*** GIVEN RECORDS Section Begins ***
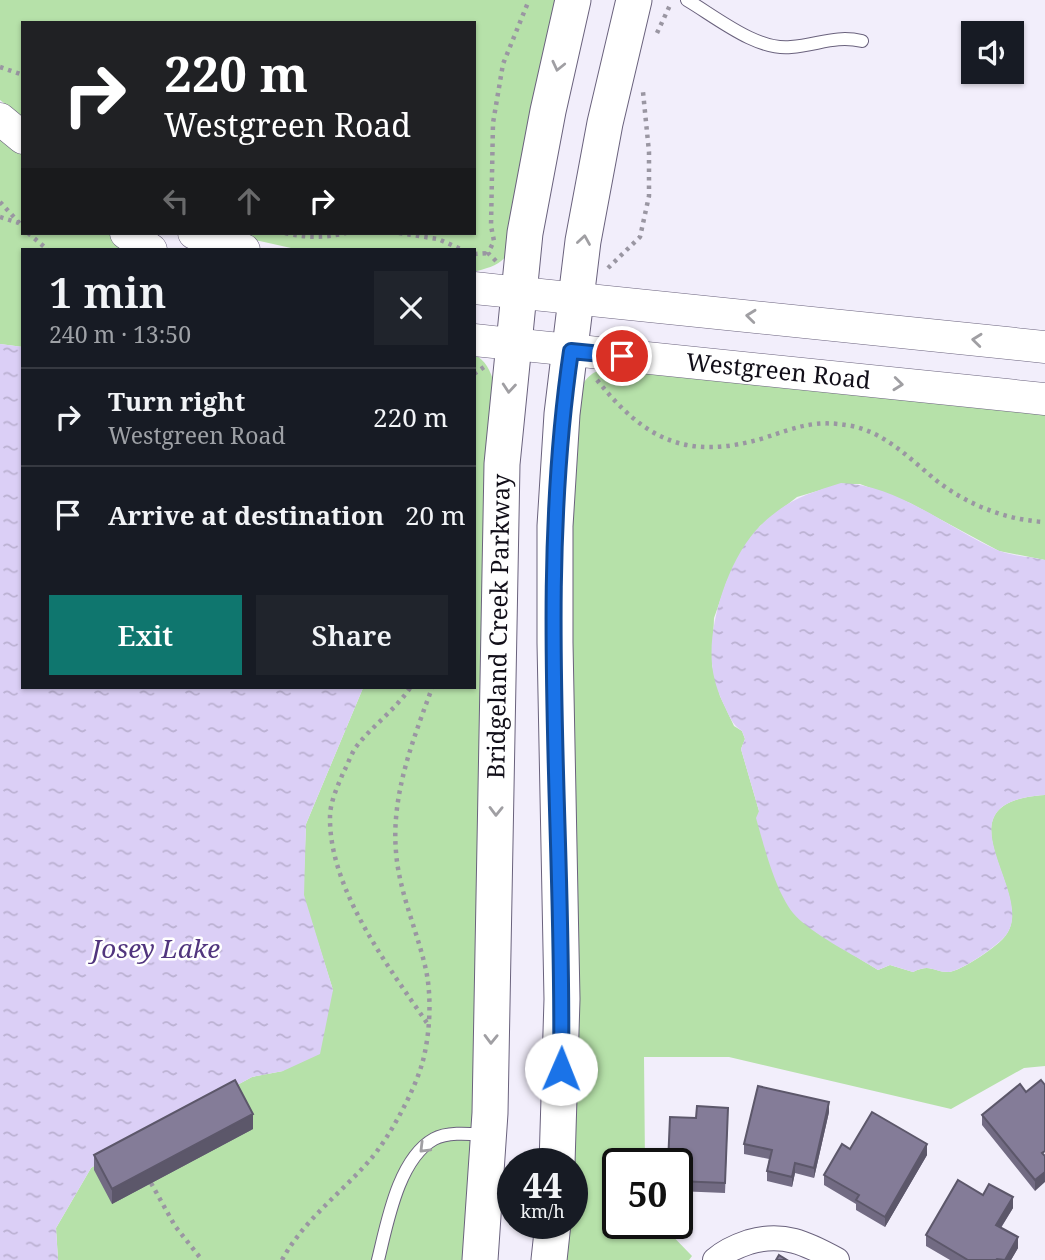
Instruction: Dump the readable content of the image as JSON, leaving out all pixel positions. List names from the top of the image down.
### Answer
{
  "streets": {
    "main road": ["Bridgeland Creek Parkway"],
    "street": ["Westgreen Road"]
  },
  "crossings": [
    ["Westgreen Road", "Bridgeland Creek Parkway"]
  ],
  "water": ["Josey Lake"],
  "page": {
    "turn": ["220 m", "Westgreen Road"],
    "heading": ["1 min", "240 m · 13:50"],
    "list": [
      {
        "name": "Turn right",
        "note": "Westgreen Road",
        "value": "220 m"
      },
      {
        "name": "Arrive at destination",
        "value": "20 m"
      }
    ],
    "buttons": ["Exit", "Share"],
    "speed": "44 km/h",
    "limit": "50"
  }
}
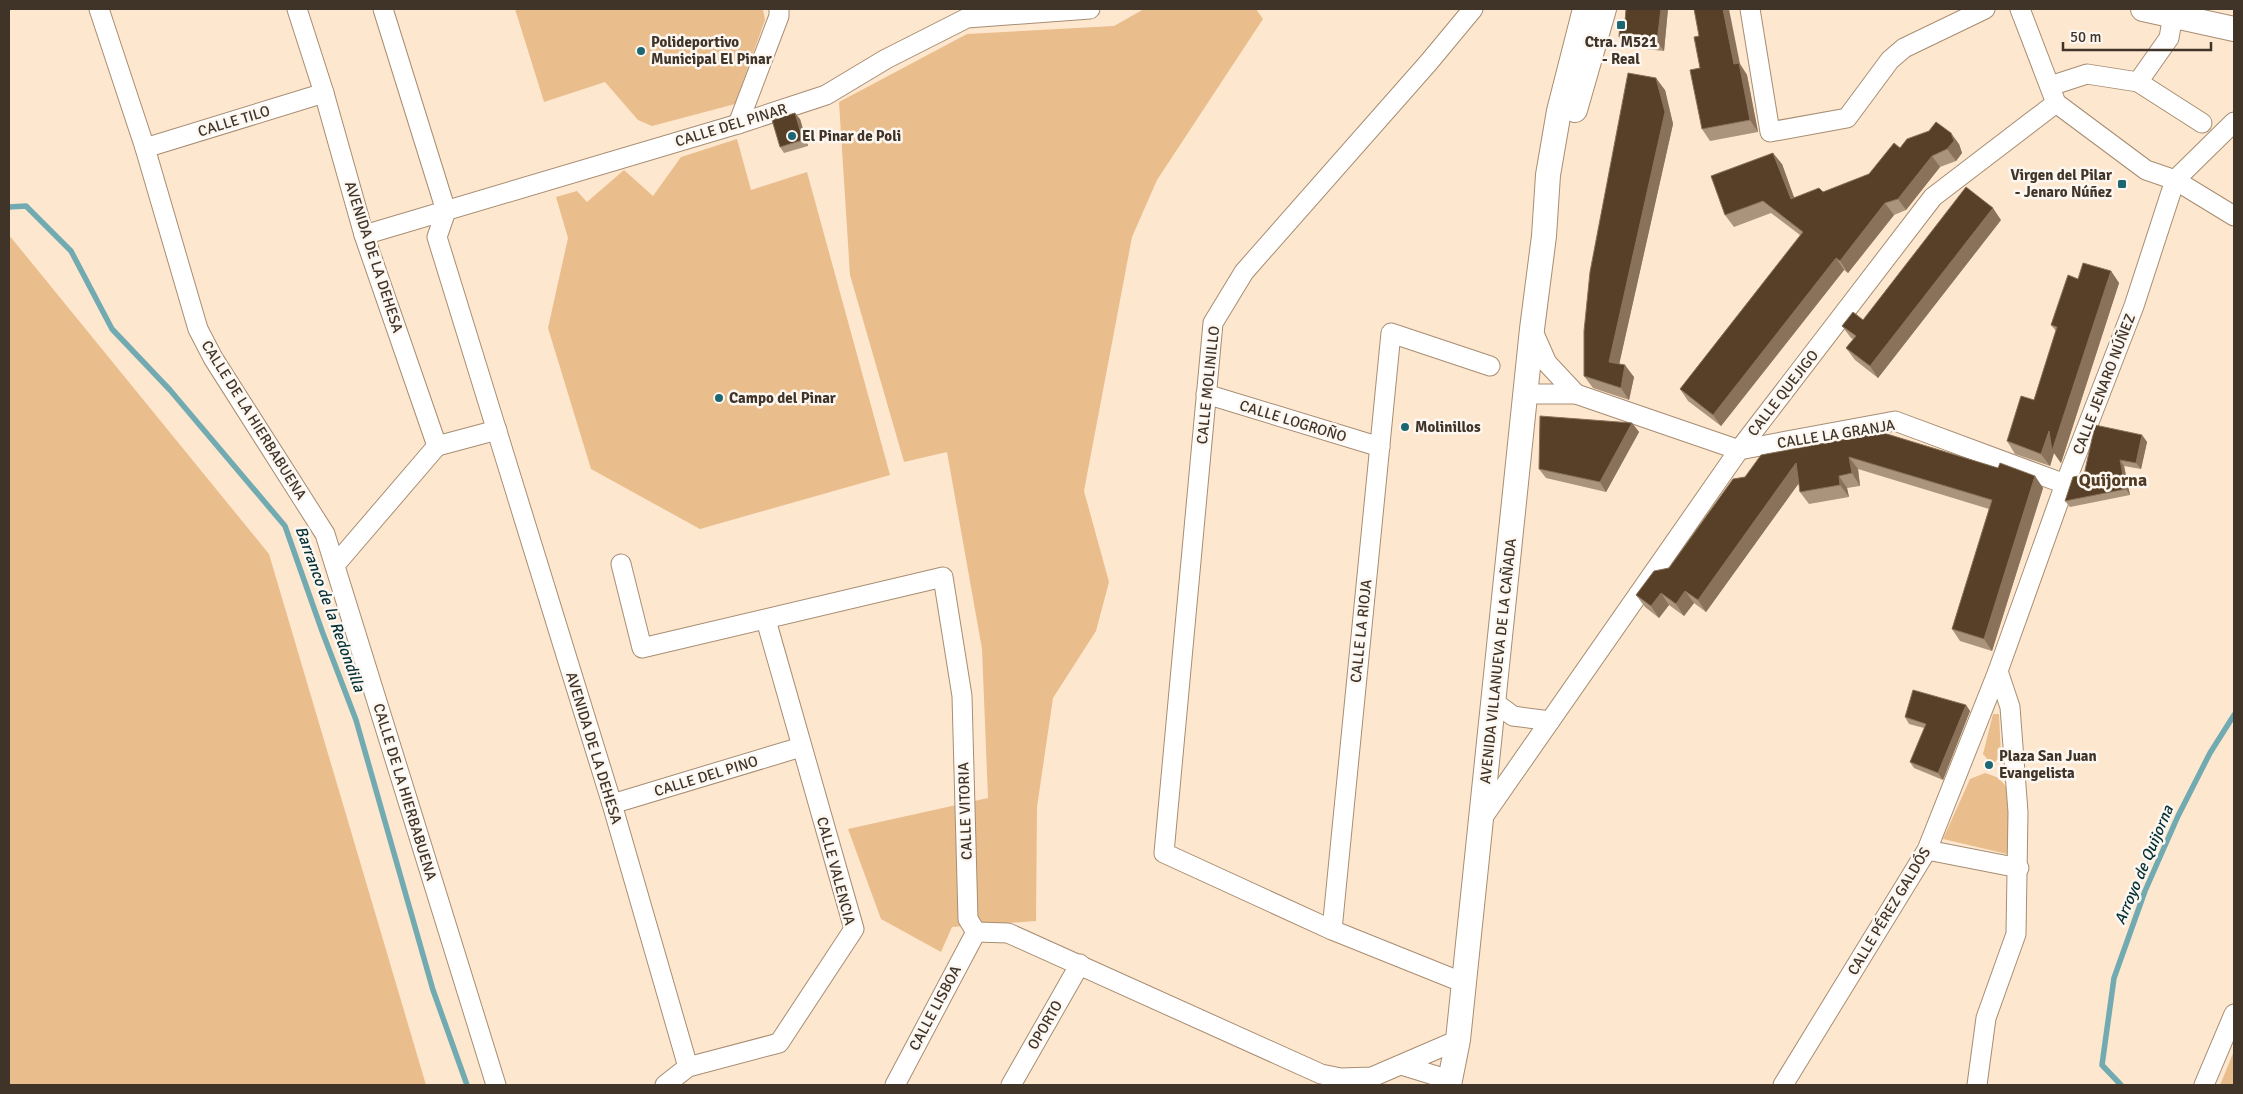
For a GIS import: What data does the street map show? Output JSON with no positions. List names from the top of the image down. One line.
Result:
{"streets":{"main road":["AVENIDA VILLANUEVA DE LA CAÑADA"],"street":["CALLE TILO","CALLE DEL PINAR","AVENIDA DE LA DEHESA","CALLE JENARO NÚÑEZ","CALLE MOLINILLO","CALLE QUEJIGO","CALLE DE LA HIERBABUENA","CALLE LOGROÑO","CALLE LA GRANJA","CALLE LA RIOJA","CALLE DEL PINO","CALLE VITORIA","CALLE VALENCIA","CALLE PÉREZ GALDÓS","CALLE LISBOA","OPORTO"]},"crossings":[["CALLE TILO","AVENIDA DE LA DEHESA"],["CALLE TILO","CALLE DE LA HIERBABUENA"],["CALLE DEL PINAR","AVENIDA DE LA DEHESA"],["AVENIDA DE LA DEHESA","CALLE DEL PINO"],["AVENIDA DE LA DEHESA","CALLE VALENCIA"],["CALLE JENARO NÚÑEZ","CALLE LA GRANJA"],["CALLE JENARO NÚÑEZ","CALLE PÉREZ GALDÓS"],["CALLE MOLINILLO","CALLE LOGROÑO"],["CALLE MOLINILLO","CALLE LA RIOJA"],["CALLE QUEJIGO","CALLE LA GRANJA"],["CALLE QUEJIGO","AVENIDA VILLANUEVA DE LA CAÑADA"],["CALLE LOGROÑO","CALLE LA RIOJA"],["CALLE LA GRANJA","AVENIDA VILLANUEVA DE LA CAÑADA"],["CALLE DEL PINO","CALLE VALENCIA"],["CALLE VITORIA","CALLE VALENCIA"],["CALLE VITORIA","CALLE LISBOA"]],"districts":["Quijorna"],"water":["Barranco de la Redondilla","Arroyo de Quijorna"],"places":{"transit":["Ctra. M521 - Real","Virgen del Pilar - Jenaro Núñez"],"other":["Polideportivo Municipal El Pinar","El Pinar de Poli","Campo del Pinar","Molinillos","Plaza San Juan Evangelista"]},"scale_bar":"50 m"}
*** GIVEN RECORDS Section Ends ***
*** GIVEN RECORDS Section Begins ***
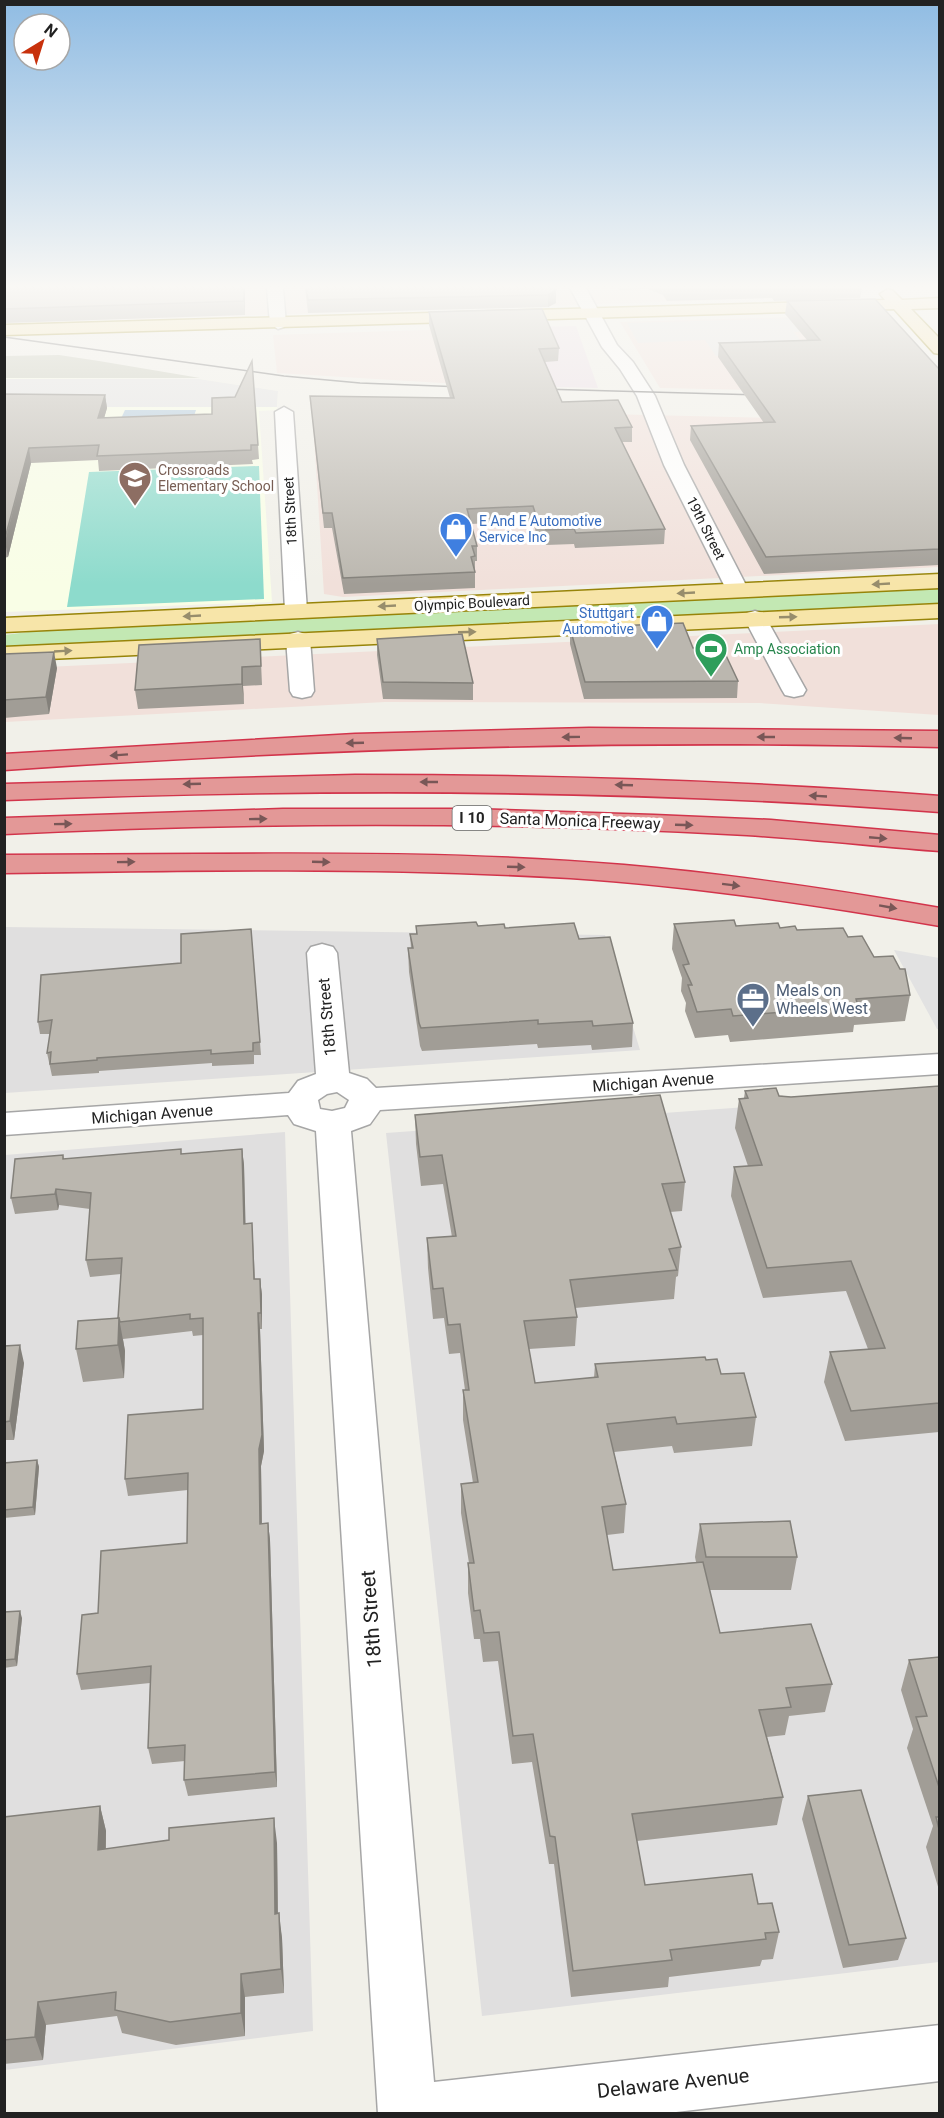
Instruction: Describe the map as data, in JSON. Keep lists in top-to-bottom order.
*** GIVEN RECORDS Section Ends ***
Copy only the lines above from the one containing "Instruction: Dump the" through the one containing "For a GIS import: What", both included. Leave out the pictures.

_RESPONSE TO THE EXERCISE_
Instruction: Dump the readable content of the image as JSON, leaving out all pixel positions. List names from the top of the image down.
### Answer
{
  "streets": {
    "main road": ["Bridgeland Creek Parkway"],
    "street": ["Westgreen Road"]
  },
  "crossings": [
    ["Westgreen Road", "Bridgeland Creek Parkway"]
  ],
  "water": ["Josey Lake"],
  "page": {
    "turn": ["220 m", "Westgreen Road"],
    "heading": ["1 min", "240 m · 13:50"],
    "list": [
      {
        "name": "Turn right",
        "note": "Westgreen Road",
        "value": "220 m"
      },
      {
        "name": "Arrive at destination",
        "value": "20 m"
      }
    ],
    "buttons": ["Exit", "Share"],
    "speed": "44 km/h",
    "limit": "50"
  }
}
For a GIS import: What data does the street map show? Output JSON with no positions. List names from the top of the image down. One line.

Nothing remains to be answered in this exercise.